Shortly after the divorce, she met Peter Shaw, a British actor who would later become a prominent Hollywood agent. They married in London in 1949.
Roles in movies, live television and Broadway followed, including the role of Elvis Presley’s mother in the 1961 hit “Blue Hawaii,” despite the fact that Lansbury was only 10 years older than Elvis. Her role in 1962’s “The Manchurian Candidate” then established Lansbury’s reputation as a character actress, earning her a third Oscar nomination.
He won five Tony Awards. In 2013, the Hollywood Academy awarded her an honorary Oscar for her prolific career.
The actress also had a rough time when her children Anthony (born 1952) and Deirdre (born 1953) used hard drugs. The family moved in 1971 to County Cork, Ireland, which, Lansbury said, “was one of the last places on earth that was fairly drug-free.”

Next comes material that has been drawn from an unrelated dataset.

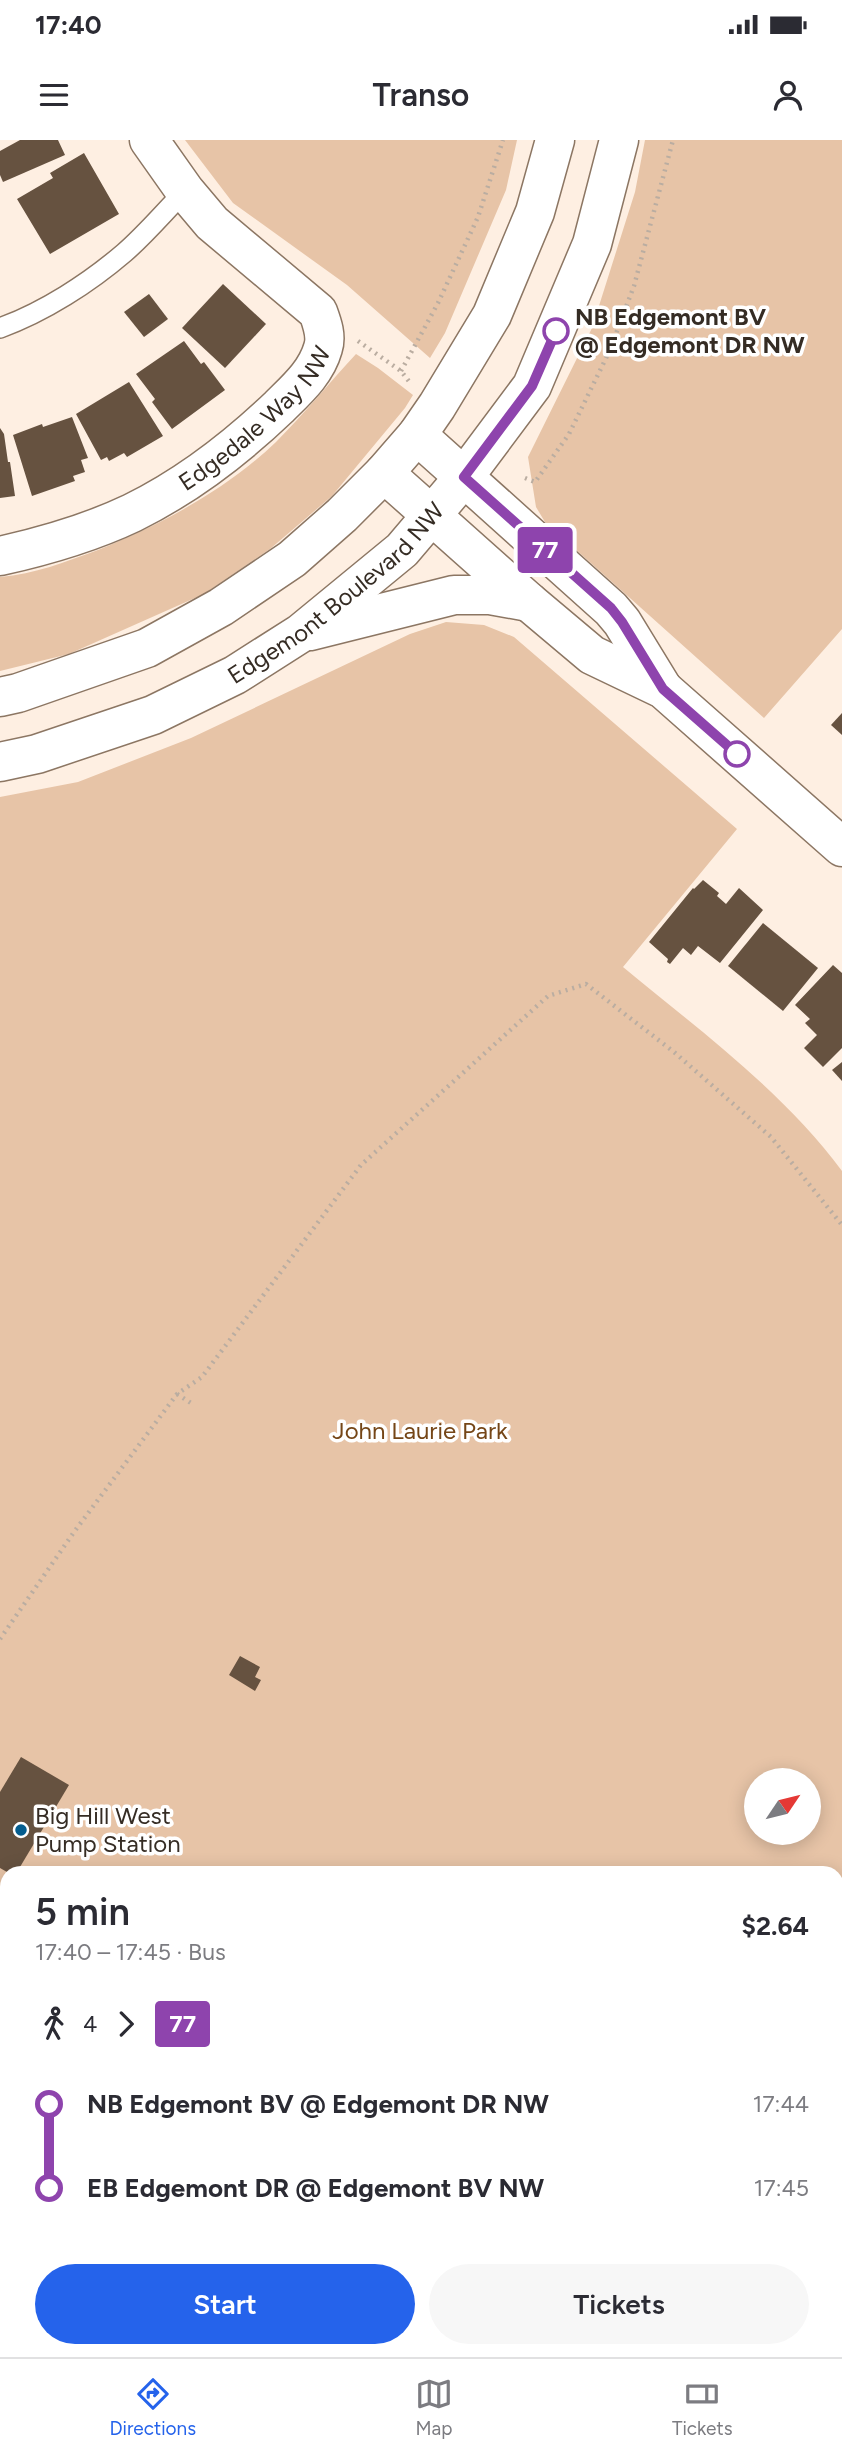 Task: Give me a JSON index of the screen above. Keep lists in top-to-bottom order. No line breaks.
{"streets":{"main road":["Edgedale Way NW","Edgemont Boulevard NW"]},"parks":["John Laurie Park"],"places":["NB Edgemont BV @ Edgemont DR NW","Big Hill West Pump Station"],"lines":["bus line 77"],"north":"top right","page":{"status":"17:40","header":"Transo","on_map":"77","heading":["5 min","17:40 – 17:45 · Bus","$2.64"],"legs":["4","77"],"list":[{"name":"NB Edgemont BV @ Edgemont DR NW","value":"17:44"},{"name":"EB Edgemont DR @ Edgemont BV NW","value":"17:45"}],"buttons":["Start","Tickets"],"tabs":["Directions","Map","Tickets"]}}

Traveling between Ireland, London and New York for the next decade until the children were sober, Lansbury bounced back professionally in 1978, when she created the iconic role of Mrs. Lovett in Stephen Sondheim’s Broadway musical Sweeney Todd. “.
Lansbury’s path was sealed by the role for which she will probably be best remembered and certainly most loved in “Murder, She Wrote” which put Lansbury at the helm for 256 episodes, earning her an impressive 12 Emmy nominations, though, oddly , I never win.
He also received a Screen Actors Guild Life Achievement Award in 1996, an American National Medal of the Arts in 1997, a Kennedy Center Honor in 2000, and an award at Windsor Castle by Queen Elizabeth.
Lansbury received the Tony Award for Lifetime Achievement in Theater in June, marking his sixth Tony Award overall.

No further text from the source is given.